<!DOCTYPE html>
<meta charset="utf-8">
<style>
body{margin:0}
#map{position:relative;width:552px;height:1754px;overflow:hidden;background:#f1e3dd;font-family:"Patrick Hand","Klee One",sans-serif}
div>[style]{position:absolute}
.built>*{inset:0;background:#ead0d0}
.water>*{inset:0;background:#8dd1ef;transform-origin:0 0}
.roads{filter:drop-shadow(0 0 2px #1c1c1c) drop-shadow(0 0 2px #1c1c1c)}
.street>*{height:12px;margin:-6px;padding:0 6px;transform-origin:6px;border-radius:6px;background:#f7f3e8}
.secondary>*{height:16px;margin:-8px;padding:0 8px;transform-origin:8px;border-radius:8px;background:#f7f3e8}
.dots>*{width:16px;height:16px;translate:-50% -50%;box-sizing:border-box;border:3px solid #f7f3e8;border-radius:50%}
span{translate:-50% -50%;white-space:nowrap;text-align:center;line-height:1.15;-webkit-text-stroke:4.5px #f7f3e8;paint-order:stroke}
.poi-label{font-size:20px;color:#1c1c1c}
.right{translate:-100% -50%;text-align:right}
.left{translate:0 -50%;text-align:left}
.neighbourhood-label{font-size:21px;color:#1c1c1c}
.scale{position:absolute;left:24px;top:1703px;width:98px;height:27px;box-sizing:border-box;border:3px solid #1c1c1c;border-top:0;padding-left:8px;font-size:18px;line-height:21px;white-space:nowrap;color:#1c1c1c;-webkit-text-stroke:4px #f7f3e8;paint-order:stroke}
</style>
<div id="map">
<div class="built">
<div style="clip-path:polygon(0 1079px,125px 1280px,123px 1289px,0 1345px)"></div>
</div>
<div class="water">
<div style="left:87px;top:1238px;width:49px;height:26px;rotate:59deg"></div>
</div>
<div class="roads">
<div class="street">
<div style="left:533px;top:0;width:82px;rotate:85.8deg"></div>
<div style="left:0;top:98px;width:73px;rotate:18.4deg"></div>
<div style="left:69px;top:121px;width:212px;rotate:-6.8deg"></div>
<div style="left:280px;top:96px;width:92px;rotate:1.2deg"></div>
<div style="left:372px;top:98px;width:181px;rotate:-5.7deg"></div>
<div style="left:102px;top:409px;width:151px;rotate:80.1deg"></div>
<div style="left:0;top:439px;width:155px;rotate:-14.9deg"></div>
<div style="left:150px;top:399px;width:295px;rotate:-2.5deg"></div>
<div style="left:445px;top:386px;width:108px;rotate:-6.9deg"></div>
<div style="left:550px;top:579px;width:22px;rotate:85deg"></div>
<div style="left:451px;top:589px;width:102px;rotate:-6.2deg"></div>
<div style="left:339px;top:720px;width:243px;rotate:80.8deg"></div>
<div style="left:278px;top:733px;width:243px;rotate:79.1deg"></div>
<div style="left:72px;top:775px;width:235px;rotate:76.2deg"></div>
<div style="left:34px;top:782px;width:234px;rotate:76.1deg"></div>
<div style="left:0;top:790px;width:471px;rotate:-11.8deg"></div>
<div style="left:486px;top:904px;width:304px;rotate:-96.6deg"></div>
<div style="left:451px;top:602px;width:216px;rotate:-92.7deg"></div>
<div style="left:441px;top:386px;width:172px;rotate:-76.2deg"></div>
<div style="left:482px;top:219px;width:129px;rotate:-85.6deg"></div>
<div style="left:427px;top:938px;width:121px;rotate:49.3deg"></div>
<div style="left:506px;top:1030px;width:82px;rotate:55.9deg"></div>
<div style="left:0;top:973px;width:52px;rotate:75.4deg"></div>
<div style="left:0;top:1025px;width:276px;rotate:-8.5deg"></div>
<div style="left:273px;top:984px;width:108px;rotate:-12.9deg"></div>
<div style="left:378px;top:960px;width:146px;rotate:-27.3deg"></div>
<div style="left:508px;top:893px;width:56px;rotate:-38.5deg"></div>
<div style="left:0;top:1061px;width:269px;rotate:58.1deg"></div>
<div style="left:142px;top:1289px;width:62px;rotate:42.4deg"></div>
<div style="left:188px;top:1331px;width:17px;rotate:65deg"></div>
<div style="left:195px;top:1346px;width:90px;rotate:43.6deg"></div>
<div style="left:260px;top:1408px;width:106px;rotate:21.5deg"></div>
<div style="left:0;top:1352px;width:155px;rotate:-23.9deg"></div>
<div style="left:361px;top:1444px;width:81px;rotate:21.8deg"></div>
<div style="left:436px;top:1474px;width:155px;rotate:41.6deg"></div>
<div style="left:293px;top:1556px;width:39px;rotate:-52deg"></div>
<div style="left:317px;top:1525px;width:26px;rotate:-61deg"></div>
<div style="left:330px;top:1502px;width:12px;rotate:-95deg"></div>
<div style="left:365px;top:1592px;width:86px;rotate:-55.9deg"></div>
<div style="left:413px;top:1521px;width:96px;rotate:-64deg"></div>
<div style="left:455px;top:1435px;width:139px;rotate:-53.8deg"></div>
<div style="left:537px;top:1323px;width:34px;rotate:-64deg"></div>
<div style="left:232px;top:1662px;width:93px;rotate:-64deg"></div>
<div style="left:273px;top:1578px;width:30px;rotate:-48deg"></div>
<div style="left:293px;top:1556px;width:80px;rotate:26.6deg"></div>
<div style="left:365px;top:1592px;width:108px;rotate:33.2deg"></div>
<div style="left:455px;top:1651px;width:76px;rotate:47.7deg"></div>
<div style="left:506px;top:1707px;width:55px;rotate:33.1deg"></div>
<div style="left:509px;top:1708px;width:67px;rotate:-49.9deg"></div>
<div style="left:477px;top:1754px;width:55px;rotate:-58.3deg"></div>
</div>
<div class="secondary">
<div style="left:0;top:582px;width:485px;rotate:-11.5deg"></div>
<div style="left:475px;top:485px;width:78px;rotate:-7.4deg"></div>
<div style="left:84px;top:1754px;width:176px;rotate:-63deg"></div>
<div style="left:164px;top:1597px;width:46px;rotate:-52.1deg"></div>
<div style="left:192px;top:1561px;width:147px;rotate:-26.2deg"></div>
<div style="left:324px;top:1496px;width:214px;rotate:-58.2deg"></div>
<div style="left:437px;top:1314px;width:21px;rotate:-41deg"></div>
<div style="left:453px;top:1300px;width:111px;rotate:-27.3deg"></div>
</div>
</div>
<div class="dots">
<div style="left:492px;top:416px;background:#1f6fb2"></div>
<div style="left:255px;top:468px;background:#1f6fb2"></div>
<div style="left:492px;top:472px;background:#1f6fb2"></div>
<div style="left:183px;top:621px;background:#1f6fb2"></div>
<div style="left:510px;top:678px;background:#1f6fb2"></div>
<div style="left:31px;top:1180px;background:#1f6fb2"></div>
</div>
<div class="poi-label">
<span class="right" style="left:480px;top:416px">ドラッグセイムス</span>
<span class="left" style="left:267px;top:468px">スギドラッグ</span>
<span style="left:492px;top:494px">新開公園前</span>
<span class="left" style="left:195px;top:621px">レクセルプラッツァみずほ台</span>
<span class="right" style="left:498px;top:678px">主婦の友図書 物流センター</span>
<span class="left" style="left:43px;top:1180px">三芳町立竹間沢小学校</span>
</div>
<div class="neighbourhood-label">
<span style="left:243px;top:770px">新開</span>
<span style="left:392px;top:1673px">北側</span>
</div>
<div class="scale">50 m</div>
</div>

┄┄┄┄┄┄┄┄┄┄┄┄┄┄┄┄┄┄┄┄

Would you filter the records and copy each line that contains the word "water"?

→ Answer to the exercise
.water>*{inset:0;background:#8dd1ef;transform-origin:0 0}
<div class="water">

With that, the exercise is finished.